Data in this exercise:
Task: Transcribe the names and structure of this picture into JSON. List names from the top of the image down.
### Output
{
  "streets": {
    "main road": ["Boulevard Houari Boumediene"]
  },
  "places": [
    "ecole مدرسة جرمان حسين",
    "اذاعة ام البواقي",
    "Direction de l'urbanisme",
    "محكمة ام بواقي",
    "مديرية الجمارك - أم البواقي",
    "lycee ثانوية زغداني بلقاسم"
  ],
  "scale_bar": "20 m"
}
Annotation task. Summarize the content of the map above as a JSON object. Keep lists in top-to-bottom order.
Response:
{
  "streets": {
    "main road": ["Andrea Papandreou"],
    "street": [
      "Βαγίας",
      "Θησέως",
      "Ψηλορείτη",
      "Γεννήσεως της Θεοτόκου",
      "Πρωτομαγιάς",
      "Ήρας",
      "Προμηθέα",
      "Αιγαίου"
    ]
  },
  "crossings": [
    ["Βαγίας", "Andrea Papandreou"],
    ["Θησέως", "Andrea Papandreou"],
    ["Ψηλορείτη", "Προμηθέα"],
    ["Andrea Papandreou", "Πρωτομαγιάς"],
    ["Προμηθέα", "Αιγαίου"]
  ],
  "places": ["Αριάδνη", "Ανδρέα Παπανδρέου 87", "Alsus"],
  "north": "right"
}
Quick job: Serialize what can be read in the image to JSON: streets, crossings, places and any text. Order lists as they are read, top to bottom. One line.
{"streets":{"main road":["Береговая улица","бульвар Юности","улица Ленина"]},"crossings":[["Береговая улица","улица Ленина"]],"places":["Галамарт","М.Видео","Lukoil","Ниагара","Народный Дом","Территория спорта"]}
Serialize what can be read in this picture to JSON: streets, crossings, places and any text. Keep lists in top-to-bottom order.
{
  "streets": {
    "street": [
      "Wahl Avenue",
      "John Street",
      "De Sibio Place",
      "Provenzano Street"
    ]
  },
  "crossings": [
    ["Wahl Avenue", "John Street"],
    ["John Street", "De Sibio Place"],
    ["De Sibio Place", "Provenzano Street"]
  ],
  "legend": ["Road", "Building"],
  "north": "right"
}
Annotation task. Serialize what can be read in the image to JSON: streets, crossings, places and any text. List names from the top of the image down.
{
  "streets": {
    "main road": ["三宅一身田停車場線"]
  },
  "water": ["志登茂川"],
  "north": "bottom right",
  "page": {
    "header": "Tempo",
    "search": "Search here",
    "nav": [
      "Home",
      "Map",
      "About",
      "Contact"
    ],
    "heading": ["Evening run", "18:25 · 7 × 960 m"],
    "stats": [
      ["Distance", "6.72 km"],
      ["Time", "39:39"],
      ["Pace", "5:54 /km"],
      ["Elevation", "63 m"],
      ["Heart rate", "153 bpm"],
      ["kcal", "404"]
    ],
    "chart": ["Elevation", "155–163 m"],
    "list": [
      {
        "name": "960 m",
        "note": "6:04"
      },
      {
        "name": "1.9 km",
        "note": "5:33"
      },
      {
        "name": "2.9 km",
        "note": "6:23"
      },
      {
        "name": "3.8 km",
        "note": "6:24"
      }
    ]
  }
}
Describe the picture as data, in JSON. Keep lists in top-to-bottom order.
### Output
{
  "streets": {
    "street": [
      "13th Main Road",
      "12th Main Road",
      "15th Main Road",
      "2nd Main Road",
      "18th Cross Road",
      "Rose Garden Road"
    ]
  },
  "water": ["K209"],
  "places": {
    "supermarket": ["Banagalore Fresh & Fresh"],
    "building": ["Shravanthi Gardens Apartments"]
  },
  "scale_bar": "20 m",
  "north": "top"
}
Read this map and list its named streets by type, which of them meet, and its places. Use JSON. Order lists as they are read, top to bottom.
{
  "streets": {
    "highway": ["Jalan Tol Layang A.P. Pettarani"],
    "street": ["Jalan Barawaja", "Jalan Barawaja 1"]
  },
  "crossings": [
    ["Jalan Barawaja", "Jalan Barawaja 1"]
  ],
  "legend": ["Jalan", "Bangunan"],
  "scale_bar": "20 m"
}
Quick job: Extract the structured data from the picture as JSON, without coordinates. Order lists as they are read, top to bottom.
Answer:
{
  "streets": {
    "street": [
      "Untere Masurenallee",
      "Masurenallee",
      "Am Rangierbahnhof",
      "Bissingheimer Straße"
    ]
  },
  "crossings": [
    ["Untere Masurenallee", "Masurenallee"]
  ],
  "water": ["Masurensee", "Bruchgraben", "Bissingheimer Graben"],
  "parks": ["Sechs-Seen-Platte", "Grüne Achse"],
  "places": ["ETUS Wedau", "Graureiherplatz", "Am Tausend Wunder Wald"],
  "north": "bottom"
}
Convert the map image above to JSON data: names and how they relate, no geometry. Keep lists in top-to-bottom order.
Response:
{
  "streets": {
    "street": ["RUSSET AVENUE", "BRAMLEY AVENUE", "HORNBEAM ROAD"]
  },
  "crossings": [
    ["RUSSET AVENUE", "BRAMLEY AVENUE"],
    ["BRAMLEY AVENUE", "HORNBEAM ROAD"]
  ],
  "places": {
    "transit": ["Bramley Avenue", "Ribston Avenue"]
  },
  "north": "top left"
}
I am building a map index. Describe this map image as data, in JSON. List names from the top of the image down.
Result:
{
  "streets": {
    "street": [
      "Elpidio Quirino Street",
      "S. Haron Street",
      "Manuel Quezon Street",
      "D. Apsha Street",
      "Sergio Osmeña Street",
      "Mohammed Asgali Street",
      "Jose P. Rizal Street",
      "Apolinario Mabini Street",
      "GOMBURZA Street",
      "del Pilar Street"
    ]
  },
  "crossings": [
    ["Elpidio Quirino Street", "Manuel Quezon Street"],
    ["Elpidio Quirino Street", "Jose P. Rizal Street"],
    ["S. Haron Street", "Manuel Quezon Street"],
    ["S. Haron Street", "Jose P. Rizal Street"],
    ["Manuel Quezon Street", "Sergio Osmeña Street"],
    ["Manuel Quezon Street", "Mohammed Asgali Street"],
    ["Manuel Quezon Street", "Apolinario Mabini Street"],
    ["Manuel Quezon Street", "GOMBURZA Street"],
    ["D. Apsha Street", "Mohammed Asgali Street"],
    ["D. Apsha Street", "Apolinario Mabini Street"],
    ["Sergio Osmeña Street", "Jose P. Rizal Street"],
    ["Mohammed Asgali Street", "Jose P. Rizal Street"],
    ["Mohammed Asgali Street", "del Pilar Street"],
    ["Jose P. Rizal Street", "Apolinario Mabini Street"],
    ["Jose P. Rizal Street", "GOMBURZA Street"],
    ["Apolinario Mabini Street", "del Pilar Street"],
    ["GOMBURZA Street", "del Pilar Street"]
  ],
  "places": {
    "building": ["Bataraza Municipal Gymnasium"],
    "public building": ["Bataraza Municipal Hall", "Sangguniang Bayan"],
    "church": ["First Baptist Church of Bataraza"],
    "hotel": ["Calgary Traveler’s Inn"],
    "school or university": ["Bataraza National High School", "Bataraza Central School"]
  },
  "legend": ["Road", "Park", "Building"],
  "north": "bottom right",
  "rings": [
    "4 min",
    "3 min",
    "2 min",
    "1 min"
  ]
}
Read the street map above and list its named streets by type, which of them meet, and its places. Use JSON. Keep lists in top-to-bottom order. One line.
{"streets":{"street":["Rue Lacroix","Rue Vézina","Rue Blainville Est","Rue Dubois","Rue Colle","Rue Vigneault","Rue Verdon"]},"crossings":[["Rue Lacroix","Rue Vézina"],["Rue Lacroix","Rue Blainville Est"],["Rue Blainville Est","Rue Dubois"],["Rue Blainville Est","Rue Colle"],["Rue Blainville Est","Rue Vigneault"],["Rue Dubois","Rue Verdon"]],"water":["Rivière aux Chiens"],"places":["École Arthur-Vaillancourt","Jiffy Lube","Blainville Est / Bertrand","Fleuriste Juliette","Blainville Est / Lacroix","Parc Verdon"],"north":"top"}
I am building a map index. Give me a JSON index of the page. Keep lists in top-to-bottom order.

Instructions to follow: Look through the records and copy every line that has the word "Describe".

Solution for this task:
Describe the picture as data, in JSON. Keep lists in top-to-bottom order.
I am building a map index. Describe this map image as data, in JSON. List names from the top of the image down.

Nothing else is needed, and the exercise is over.